$\newcommand{\xv}{\mathbf{x}} \newcommand{\Xv}{\mathbf{X}} \newcommand{\yv}{\mathbf{y}} \newcommand{\Yv}{\mathbf{Y}} \newcommand{\zv}{\mathbf{z}} \newcommand{\av}{\mathbf{a}} \newcommand{\Wv}{\mathbf{W}} \newcommand{\wv}{\mathbf{w}} \newcommand{\betav}{\mathbf{\beta}} \newcommand{\gv}{\mathbf{g}} \newcommand{\Hv}{\mathbf{H}} \newcommand{\dv}{\mathbf{d}} \newcommand{\Vv}{\mathbf{V}} \newcommand{\vv}{\mathbf{v}} \newcommand{\Uv}{\mathbf{U}} \newcommand{\uv}{\mathbf{u}} \newcommand{\tv}{\mathbf{t}} \newcommand{\Tv}{\mathbf{T}} \newcommand{\Sv}{\mathbf{S}} \newcommand{\Gv}{\mathbf{G}} \newcommand{\zv}{\mathbf{z}} \newcommand{\Zv}{\mathbf{Z}} \newcommand{\Norm}{\mathcal{N}} \newcommand{\muv}{\boldsymbol{\mu}} \newcommand{\sigmav}{\boldsymbol{\sigma}} \newcommand{\phiv}{\boldsymbol{\phi}} \newcommand{\Phiv}{\boldsymbol{\Phi}} \newcommand{\Sigmav}{\boldsymbol{\Sigma}} \newcommand{\Lambdav}{\boldsymbol{\Lambda}} \newcommand{\half}{\frac{1}{2}} \newcommand{\argmax}[1]{\underset{#1}{\operatorname{argmax}}} \newcommand{\argmin}[1]{\underset{#1}{\operatorname{argmin}}} \newcommand{\dimensionbar}[1]{\underset{#1}{\operatorname{|}}} \newcommand{\grad}{\mathbf{\nabla}} \newcommand{\ebx}[1]{e^{\betav_{#1}^T \xv_n}} \newcommand{\eby}[1]{e^{y_{n,#1}}} \newcommand{\Tiv}{\mathbf{Ti}} \newcommand{\Fv}{\mathbf{F}} \newcommand{\ones}[1]{\mathbf{1}_{#1}}$

Linear Dimensionality Reduction

Principal Components Analysis (PCA)

Principal Components Analysis (PCA) is a way to find and use directions in the data space along which data samples vary the most.

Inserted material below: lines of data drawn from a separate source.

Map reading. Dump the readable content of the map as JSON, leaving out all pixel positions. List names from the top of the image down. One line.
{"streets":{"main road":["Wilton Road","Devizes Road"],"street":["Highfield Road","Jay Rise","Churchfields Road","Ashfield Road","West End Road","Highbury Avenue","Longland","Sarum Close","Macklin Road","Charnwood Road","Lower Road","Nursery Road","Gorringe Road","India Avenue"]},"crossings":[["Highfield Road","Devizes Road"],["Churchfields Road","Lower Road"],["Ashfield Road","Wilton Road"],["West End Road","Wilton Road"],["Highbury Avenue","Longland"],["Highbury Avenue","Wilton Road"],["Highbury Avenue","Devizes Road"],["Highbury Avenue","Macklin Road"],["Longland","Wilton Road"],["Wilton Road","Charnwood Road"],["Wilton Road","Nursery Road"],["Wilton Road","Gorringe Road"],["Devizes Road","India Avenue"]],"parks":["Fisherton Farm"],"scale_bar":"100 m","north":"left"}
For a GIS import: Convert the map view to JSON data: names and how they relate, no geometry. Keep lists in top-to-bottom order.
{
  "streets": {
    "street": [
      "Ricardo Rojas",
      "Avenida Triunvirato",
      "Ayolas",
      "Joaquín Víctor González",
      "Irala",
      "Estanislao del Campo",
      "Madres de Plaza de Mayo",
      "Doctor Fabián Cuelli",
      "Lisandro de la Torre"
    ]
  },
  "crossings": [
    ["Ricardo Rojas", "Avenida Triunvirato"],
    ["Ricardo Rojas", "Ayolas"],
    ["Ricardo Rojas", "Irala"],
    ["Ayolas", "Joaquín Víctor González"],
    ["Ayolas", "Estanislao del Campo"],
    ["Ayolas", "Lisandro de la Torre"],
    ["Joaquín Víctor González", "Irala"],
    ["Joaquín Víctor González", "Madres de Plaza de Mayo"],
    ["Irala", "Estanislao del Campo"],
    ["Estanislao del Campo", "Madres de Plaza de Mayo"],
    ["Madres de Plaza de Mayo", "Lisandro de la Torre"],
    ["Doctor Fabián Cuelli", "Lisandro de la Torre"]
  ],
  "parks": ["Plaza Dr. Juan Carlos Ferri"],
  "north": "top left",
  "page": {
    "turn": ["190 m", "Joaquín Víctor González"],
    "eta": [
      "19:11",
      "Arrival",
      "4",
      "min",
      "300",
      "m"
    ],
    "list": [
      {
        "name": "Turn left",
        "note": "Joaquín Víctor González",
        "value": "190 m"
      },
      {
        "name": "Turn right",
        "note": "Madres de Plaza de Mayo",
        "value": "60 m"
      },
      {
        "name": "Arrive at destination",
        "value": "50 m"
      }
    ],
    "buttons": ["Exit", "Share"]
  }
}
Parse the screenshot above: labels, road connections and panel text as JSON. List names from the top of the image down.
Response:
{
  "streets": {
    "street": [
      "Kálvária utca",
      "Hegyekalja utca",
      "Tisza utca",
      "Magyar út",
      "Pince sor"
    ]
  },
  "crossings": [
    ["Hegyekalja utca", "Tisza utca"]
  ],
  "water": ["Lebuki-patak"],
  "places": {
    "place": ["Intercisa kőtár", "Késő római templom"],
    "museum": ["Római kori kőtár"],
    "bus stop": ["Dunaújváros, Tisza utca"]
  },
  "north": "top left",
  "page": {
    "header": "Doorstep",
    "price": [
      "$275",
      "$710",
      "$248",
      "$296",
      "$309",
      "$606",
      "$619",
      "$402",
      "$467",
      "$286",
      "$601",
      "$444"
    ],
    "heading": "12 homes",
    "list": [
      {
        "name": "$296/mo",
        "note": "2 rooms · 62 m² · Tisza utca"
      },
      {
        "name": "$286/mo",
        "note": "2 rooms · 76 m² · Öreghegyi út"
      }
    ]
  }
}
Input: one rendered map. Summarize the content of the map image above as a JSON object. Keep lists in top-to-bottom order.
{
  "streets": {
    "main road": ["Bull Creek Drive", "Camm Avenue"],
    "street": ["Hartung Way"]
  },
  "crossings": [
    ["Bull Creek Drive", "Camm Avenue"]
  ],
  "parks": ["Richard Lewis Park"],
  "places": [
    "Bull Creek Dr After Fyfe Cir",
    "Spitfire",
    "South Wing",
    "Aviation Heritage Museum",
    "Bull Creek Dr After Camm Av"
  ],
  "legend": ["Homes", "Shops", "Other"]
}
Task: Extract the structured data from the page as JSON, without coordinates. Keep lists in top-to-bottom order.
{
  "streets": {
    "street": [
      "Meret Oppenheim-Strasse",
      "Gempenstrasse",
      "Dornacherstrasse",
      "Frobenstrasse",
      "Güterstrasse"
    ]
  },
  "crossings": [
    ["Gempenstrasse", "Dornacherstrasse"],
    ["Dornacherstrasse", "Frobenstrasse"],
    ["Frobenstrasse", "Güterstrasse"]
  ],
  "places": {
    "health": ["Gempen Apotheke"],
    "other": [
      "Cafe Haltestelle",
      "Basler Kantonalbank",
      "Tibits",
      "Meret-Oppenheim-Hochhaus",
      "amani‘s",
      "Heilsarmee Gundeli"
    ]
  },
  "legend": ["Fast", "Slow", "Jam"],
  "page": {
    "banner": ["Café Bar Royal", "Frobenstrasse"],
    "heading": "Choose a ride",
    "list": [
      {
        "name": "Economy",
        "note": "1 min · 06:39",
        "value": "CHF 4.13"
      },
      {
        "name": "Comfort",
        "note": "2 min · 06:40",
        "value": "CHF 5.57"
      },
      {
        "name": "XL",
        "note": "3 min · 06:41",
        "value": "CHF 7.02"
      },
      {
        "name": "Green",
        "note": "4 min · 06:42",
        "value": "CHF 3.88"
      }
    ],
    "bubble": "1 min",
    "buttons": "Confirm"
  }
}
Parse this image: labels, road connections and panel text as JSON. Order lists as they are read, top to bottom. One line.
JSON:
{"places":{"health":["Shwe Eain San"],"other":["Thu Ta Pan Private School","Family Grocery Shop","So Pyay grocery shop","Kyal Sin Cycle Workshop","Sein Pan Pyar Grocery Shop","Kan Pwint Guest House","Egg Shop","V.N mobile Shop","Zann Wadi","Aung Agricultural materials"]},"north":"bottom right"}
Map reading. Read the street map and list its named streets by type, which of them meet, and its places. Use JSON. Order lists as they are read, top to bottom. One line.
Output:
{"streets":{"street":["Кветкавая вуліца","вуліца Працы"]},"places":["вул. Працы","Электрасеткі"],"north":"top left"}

Assume samples have $D$ attributes, meaning each sample is $D$-dimensional. We want to project each sample to a smaller space, of dimension $M$ such that the variance of the projected data has maximum variance.

Let's assume each sample $\xv_n$ has zero mean. For $M=1$, we want the direction vector (unit length) $\uv_1$ that maximizes the variance of each projected sample. This variance is $$ \frac{1}{N} \sum_{n=1}^N (\uv_1^T \xv_n)^2 = \uv_1^T \Sv \uv_1 $$ where $$ \Sv = \frac{1}{N} \sum_{n=1}^N \xv_n \xv_n^T $$ To maximize $\uv_1^T \Sv \uv_1$ in a non-trivial way, we constrain $\uv_1^T \uv_1 = 1$. This constraint is added with a Lagrange multipler so that we want $\uv_1$ that maximizes $$ \uv_1^T \Sv \uv_1+ \lambda_1(1-\uv_1^T \uv_1) $$ Setting the derivative of this with respect to $\uv_1$ to zero we find that $$ \Sv \uv_1 = \lambda_1 \uv_1 $$ so $\uv_1$ is an eigenvector of $\Sv$ and $\lambda_1$ is an eigenvalue that is the variance of the projected samples.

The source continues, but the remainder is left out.